▶ WORK TASK
Return each line of the data below that contains the string "leaving".

▶ EXTRACTED MATERIAL
○ ○ ○ ○
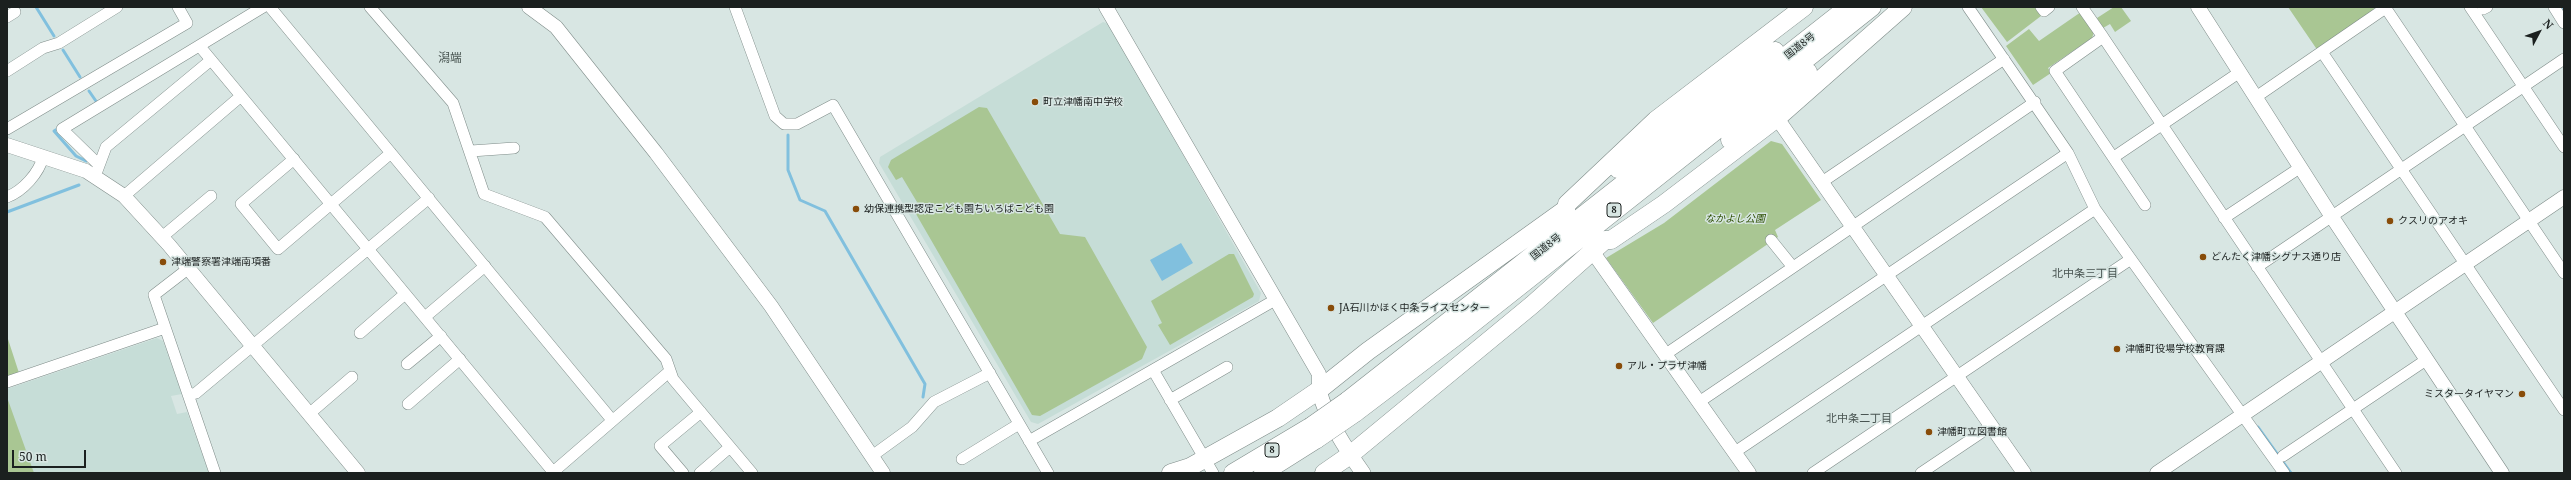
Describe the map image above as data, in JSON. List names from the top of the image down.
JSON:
○ ○ ○ ○
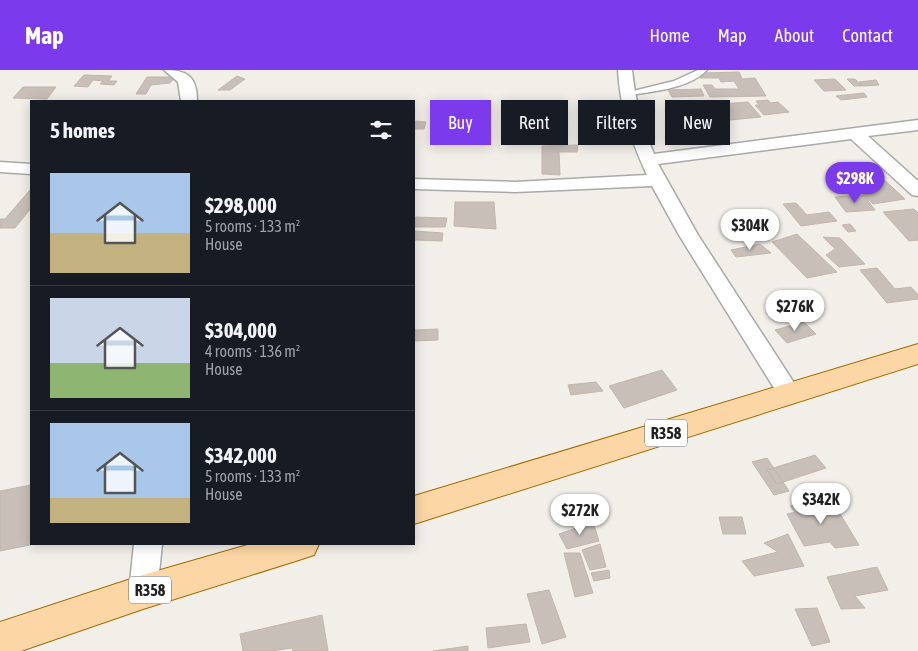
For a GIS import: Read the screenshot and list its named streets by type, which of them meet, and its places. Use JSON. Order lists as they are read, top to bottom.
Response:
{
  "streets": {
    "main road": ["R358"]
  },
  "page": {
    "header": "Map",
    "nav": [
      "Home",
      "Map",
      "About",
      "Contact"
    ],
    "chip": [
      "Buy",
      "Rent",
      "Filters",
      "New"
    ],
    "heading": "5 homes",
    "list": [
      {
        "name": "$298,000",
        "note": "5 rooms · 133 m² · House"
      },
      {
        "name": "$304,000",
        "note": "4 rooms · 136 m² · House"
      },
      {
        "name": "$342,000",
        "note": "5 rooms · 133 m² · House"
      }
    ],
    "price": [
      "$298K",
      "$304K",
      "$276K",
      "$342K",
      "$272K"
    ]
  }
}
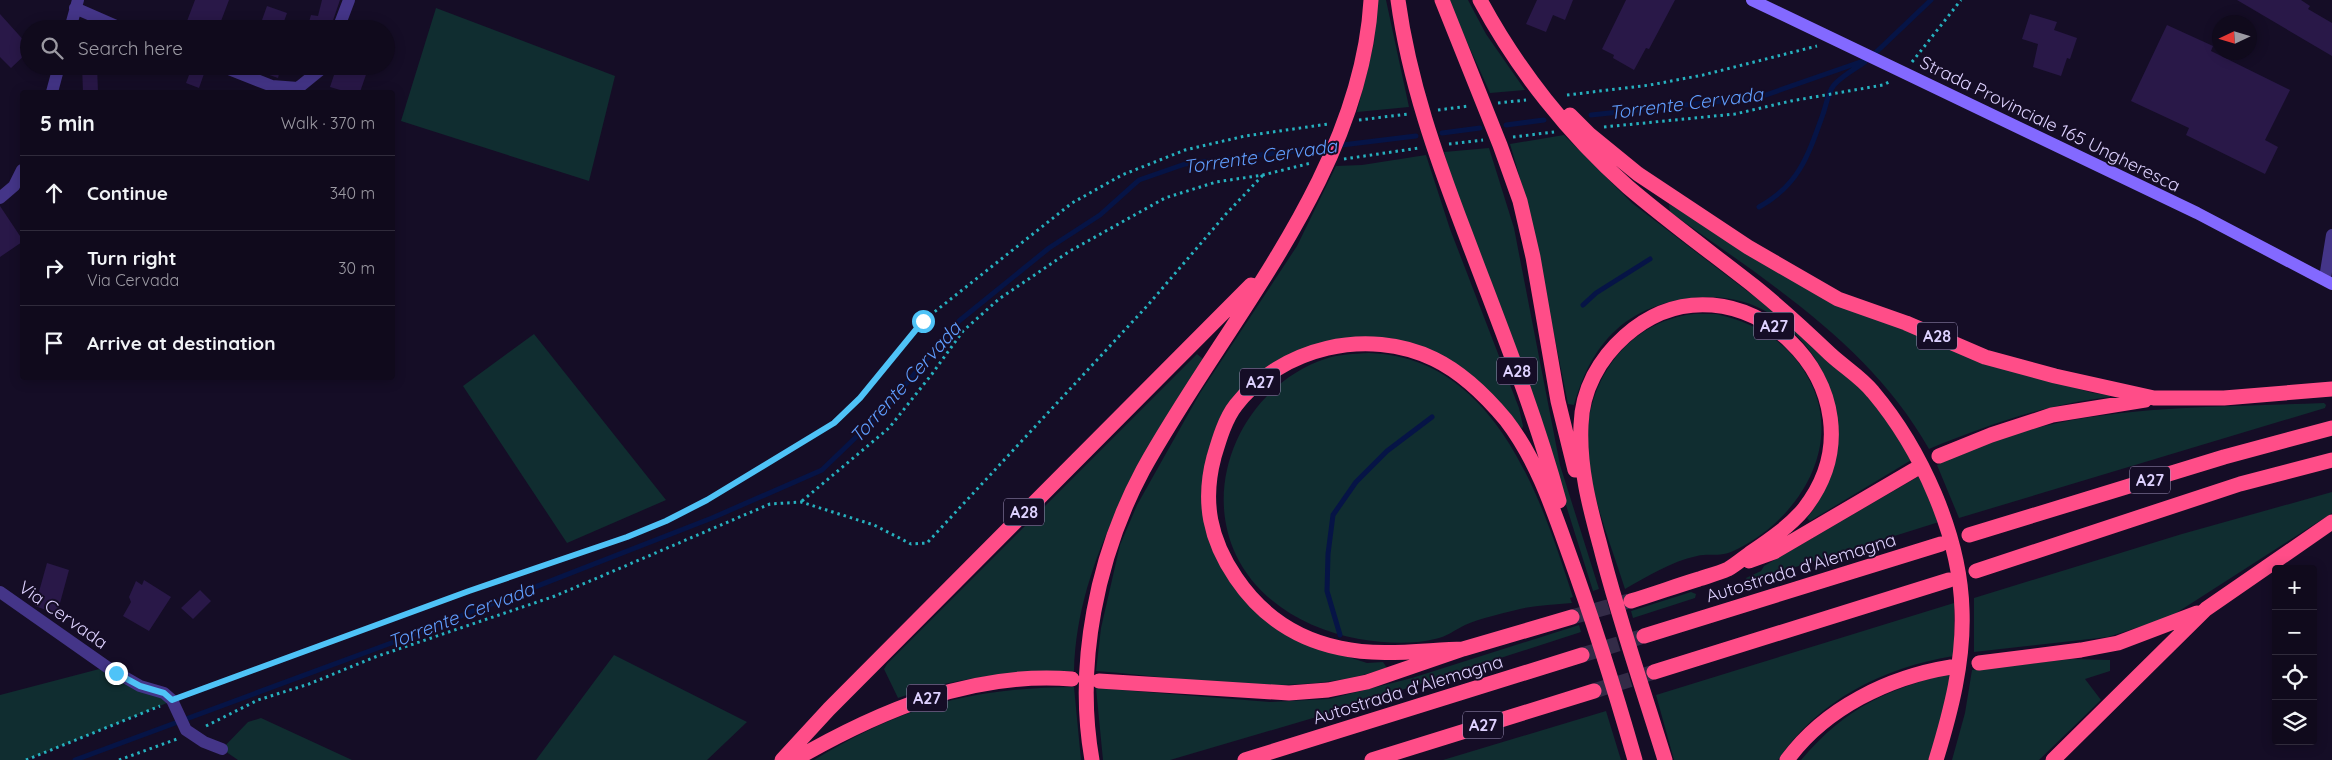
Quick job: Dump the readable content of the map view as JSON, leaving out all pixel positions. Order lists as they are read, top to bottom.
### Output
○ ○ ○ ○
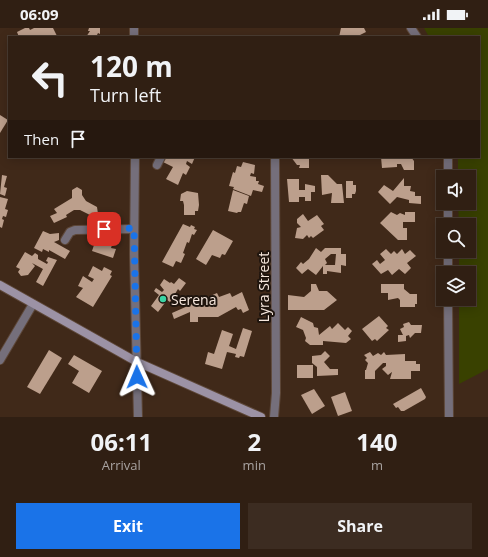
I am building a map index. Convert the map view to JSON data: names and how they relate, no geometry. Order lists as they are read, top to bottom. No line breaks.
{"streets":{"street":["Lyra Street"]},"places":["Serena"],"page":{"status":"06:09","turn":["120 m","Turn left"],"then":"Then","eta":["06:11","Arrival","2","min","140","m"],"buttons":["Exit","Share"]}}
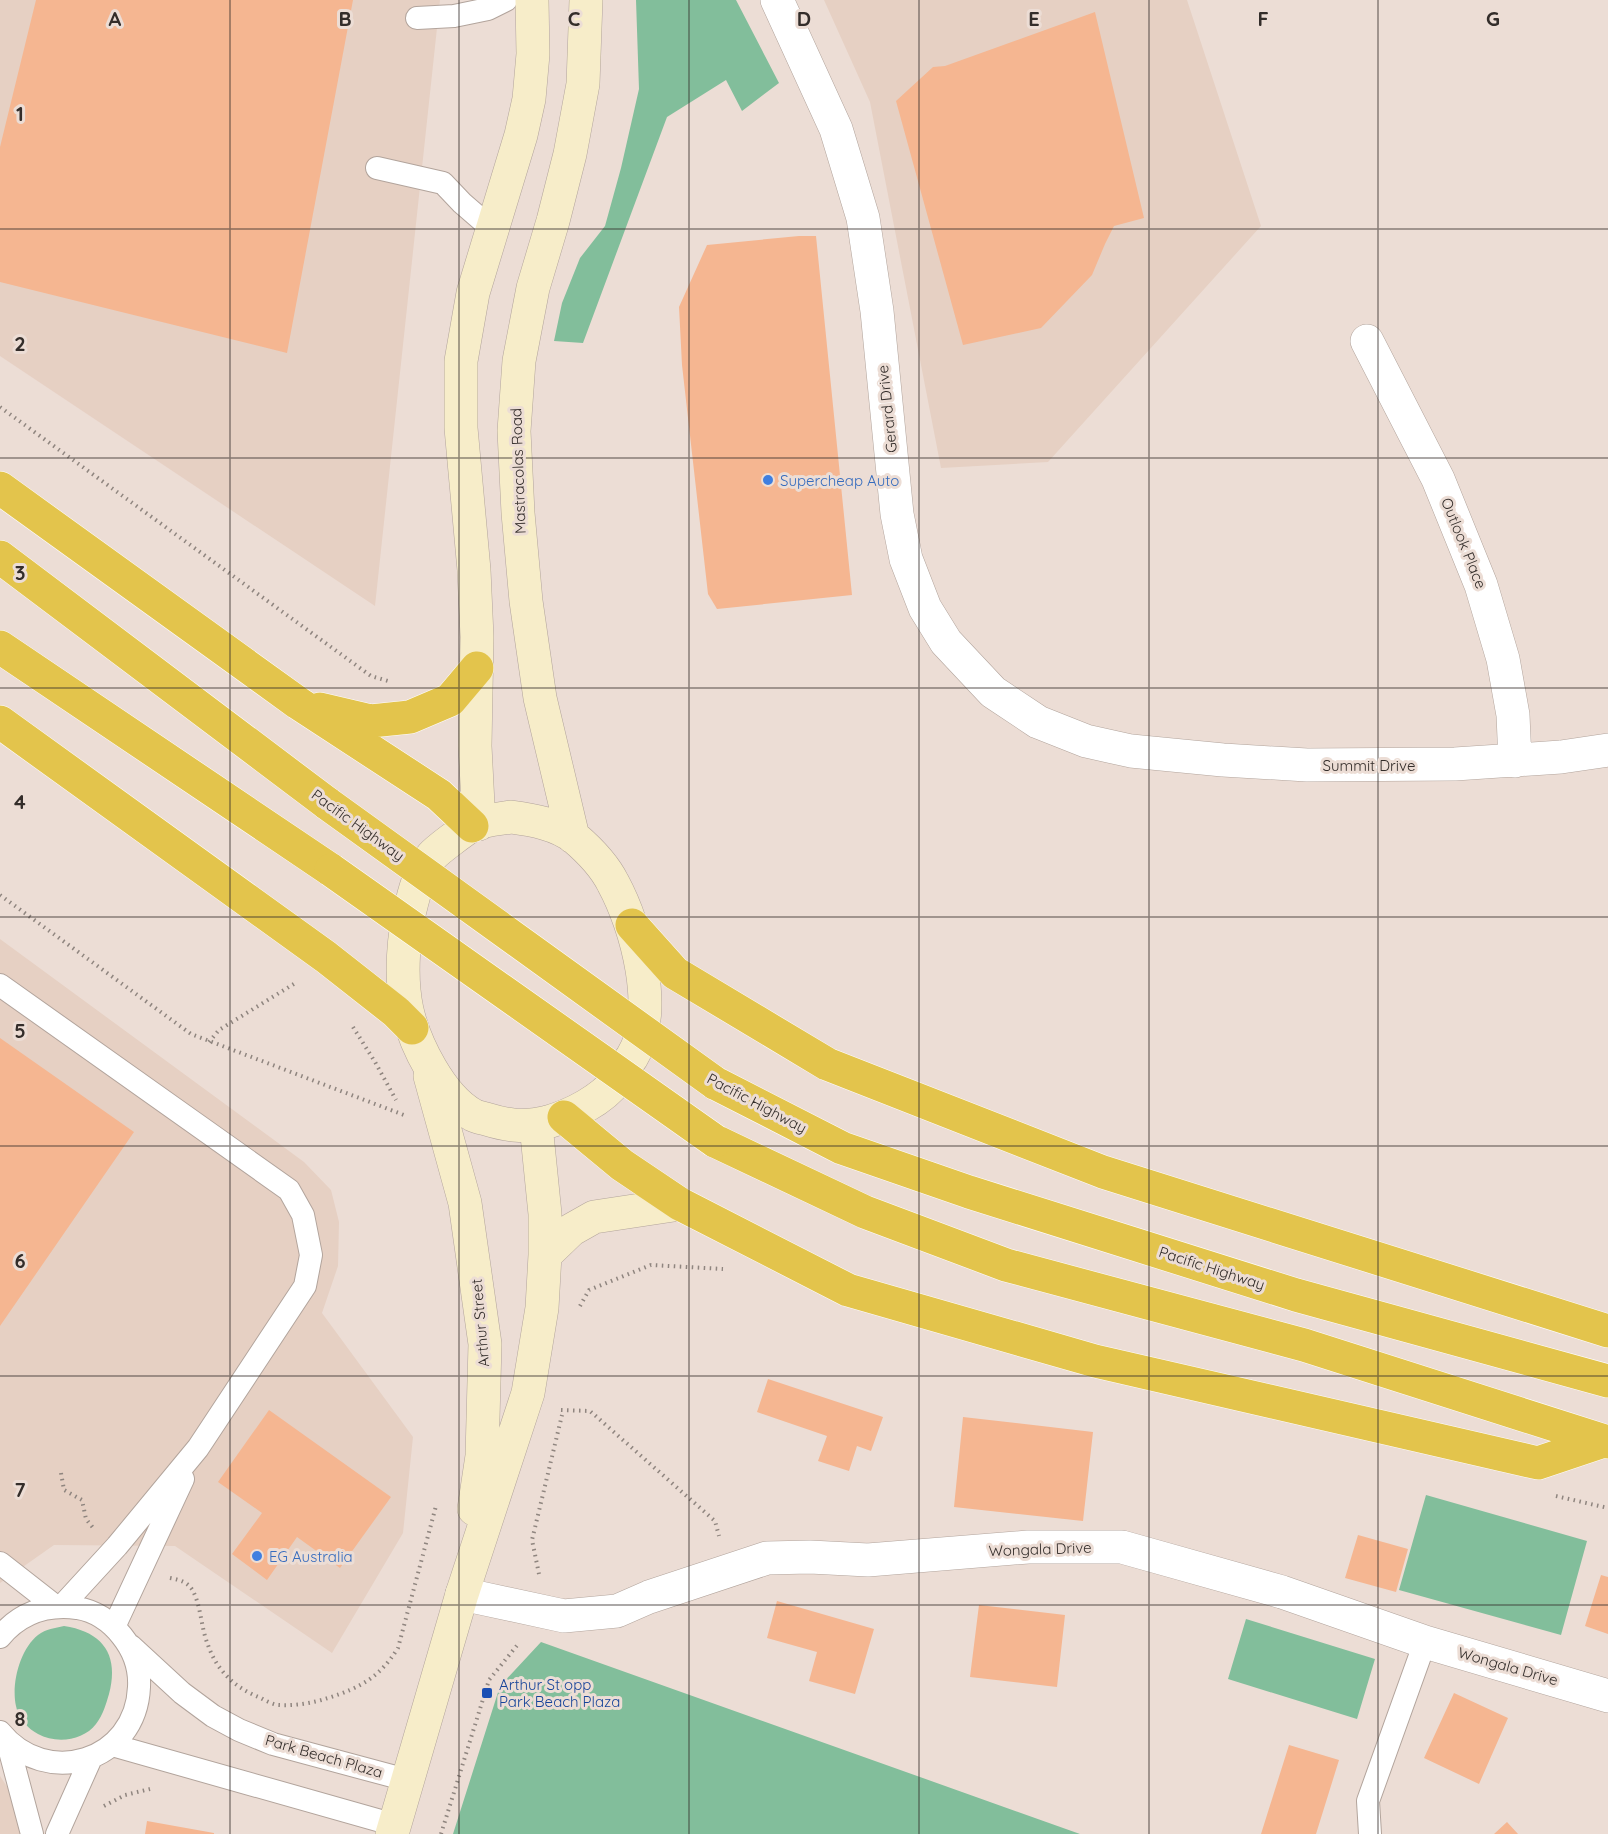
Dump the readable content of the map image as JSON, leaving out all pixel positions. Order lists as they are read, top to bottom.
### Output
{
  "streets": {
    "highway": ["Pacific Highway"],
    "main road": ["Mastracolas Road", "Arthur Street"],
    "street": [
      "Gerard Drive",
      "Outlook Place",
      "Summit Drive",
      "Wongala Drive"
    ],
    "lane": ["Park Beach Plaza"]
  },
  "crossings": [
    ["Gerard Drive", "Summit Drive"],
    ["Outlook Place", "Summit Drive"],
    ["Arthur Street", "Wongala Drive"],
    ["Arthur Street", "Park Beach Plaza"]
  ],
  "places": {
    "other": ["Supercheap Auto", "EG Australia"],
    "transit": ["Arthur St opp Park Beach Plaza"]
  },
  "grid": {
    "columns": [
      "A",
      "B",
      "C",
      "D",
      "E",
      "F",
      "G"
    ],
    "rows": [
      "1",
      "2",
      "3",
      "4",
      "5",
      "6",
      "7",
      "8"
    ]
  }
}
○ ○ ○ ○
▶ PROBLEM SOLUTION
Quick job: Dump the readable content of the map view as JSON, leaving out all pixel positions. Order lists as they are read, top to bottom.
Dump the readable content of the map image as JSON, leaving out all pixel positions. Order lists as they are read, top to bottom.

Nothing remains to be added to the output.